■ **TASK STATEMENT**: Send back the records in full, character for character.

[Items from a data source]
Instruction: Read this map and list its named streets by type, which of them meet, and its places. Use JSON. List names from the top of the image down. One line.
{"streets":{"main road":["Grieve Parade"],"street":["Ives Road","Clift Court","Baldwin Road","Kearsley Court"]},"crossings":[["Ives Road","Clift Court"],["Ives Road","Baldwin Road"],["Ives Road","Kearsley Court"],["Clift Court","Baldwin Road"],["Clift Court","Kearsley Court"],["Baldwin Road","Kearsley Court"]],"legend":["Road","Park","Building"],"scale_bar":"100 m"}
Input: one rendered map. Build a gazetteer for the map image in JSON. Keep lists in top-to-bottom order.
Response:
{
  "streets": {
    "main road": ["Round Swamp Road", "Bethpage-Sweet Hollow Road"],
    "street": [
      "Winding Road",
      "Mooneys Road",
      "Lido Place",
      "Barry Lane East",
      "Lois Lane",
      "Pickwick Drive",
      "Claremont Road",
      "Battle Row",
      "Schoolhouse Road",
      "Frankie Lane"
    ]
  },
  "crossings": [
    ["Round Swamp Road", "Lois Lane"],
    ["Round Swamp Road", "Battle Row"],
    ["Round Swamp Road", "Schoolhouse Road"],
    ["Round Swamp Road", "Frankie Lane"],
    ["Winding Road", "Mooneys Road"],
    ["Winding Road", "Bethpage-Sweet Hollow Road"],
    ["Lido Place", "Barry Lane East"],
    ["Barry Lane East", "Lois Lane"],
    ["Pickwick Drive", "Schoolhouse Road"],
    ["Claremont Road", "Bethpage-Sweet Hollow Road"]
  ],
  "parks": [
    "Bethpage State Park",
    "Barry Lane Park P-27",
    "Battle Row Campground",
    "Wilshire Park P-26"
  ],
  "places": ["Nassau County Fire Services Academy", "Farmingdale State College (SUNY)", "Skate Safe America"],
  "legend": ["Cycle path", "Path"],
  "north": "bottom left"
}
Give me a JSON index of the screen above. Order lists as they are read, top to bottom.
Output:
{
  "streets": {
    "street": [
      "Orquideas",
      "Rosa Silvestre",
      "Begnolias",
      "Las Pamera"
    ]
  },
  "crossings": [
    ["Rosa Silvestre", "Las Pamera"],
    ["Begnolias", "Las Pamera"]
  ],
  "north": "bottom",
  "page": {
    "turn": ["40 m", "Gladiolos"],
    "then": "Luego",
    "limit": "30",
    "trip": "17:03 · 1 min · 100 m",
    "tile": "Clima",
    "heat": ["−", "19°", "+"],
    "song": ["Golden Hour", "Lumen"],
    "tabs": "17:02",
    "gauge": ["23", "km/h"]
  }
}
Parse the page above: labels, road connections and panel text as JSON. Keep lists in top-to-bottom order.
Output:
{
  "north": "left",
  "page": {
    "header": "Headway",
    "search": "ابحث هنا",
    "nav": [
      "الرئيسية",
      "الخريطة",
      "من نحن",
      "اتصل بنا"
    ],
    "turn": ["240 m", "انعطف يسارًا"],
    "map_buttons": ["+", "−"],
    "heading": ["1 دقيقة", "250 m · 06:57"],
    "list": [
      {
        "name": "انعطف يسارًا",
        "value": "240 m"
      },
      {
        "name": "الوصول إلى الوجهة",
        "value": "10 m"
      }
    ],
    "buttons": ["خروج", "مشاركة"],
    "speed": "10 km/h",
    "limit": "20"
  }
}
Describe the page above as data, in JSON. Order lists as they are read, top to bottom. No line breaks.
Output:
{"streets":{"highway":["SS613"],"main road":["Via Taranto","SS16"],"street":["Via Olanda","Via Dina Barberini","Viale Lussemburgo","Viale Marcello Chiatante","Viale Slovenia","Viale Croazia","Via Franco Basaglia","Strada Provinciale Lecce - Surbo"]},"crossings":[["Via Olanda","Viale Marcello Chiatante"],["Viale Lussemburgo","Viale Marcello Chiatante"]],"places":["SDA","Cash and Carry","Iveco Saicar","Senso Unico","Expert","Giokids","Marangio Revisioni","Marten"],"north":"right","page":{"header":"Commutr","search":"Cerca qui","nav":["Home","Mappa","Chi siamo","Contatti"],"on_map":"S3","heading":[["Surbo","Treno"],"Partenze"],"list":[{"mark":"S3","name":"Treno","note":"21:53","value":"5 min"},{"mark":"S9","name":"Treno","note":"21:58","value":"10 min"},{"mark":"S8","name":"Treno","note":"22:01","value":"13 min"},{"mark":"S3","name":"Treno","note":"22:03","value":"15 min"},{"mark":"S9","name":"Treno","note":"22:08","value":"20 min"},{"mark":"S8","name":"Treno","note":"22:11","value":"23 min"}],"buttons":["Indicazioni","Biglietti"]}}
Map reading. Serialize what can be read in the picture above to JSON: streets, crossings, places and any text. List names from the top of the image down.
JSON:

■ **RESPONSE TO THE TASK**:
Instruction: Read this map and list its named streets by type, which of them meet, and its places. Use JSON. List names from the top of the image down. One line.
{"streets":{"main road":["Grieve Parade"],"street":["Ives Road","Clift Court","Baldwin Road","Kearsley Court"]},"crossings":[["Ives Road","Clift Court"],["Ives Road","Baldwin Road"],["Ives Road","Kearsley Court"],["Clift Court","Baldwin Road"],["Clift Court","Kearsley Court"],["Baldwin Road","Kearsley Court"]],"legend":["Road","Park","Building"],"scale_bar":"100 m"}
Input: one rendered map. Build a gazetteer for the map image in JSON. Keep lists in top-to-bottom order.
Response:
{
  "streets": {
    "main road": ["Round Swamp Road", "Bethpage-Sweet Hollow Road"],
    "street": [
      "Winding Road",
      "Mooneys Road",
      "Lido Place",
      "Barry Lane East",
      "Lois Lane",
      "Pickwick Drive",
      "Claremont Road",
      "Battle Row",
      "Schoolhouse Road",
      "Frankie Lane"
    ]
  },
  "crossings": [
    ["Round Swamp Road", "Lois Lane"],
    ["Round Swamp Road", "Battle Row"],
    ["Round Swamp Road", "Schoolhouse Road"],
    ["Round Swamp Road", "Frankie Lane"],
    ["Winding Road", "Mooneys Road"],
    ["Winding Road", "Bethpage-Sweet Hollow Road"],
    ["Lido Place", "Barry Lane East"],
    ["Barry Lane East", "Lois Lane"],
    ["Pickwick Drive", "Schoolhouse Road"],
    ["Claremont Road", "Bethpage-Sweet Hollow Road"]
  ],
  "parks": [
    "Bethpage State Park",
    "Barry Lane Park P-27",
    "Battle Row Campground",
    "Wilshire Park P-26"
  ],
  "places": ["Nassau County Fire Services Academy", "Farmingdale State College (SUNY)", "Skate Safe America"],
  "legend": ["Cycle path", "Path"],
  "north": "bottom left"
}
Give me a JSON index of the screen above. Order lists as they are read, top to bottom.
Output:
{
  "streets": {
    "street": [
      "Orquideas",
      "Rosa Silvestre",
      "Begnolias",
      "Las Pamera"
    ]
  },
  "crossings": [
    ["Rosa Silvestre", "Las Pamera"],
    ["Begnolias", "Las Pamera"]
  ],
  "north": "bottom",
  "page": {
    "turn": ["40 m", "Gladiolos"],
    "then": "Luego",
    "limit": "30",
    "trip": "17:03 · 1 min · 100 m",
    "tile": "Clima",
    "heat": ["−", "19°", "+"],
    "song": ["Golden Hour", "Lumen"],
    "tabs": "17:02",
    "gauge": ["23", "km/h"]
  }
}
Parse the page above: labels, road connections and panel text as JSON. Keep lists in top-to-bottom order.
Output:
{
  "north": "left",
  "page": {
    "header": "Headway",
    "search": "ابحث هنا",
    "nav": [
      "الرئيسية",
      "الخريطة",
      "من نحن",
      "اتصل بنا"
    ],
    "turn": ["240 m", "انعطف يسارًا"],
    "map_buttons": ["+", "−"],
    "heading": ["1 دقيقة", "250 m · 06:57"],
    "list": [
      {
        "name": "انعطف يسارًا",
        "value": "240 m"
      },
      {
        "name": "الوصول إلى الوجهة",
        "value": "10 m"
      }
    ],
    "buttons": ["خروج", "مشاركة"],
    "speed": "10 km/h",
    "limit": "20"
  }
}
Describe the page above as data, in JSON. Order lists as they are read, top to bottom. No line breaks.
Output:
{"streets":{"highway":["SS613"],"main road":["Via Taranto","SS16"],"street":["Via Olanda","Via Dina Barberini","Viale Lussemburgo","Viale Marcello Chiatante","Viale Slovenia","Viale Croazia","Via Franco Basaglia","Strada Provinciale Lecce - Surbo"]},"crossings":[["Via Olanda","Viale Marcello Chiatante"],["Viale Lussemburgo","Viale Marcello Chiatante"]],"places":["SDA","Cash and Carry","Iveco Saicar","Senso Unico","Expert","Giokids","Marangio Revisioni","Marten"],"north":"right","page":{"header":"Commutr","search":"Cerca qui","nav":["Home","Mappa","Chi siamo","Contatti"],"on_map":"S3","heading":[["Surbo","Treno"],"Partenze"],"list":[{"mark":"S3","name":"Treno","note":"21:53","value":"5 min"},{"mark":"S9","name":"Treno","note":"21:58","value":"10 min"},{"mark":"S8","name":"Treno","note":"22:01","value":"13 min"},{"mark":"S3","name":"Treno","note":"22:03","value":"15 min"},{"mark":"S9","name":"Treno","note":"22:08","value":"20 min"},{"mark":"S8","name":"Treno","note":"22:11","value":"23 min"}],"buttons":["Indicazioni","Biglietti"]}}
Map reading. Serialize what can be read in the picture above to JSON: streets, crossings, places and any text. List names from the top of the image down.
JSON:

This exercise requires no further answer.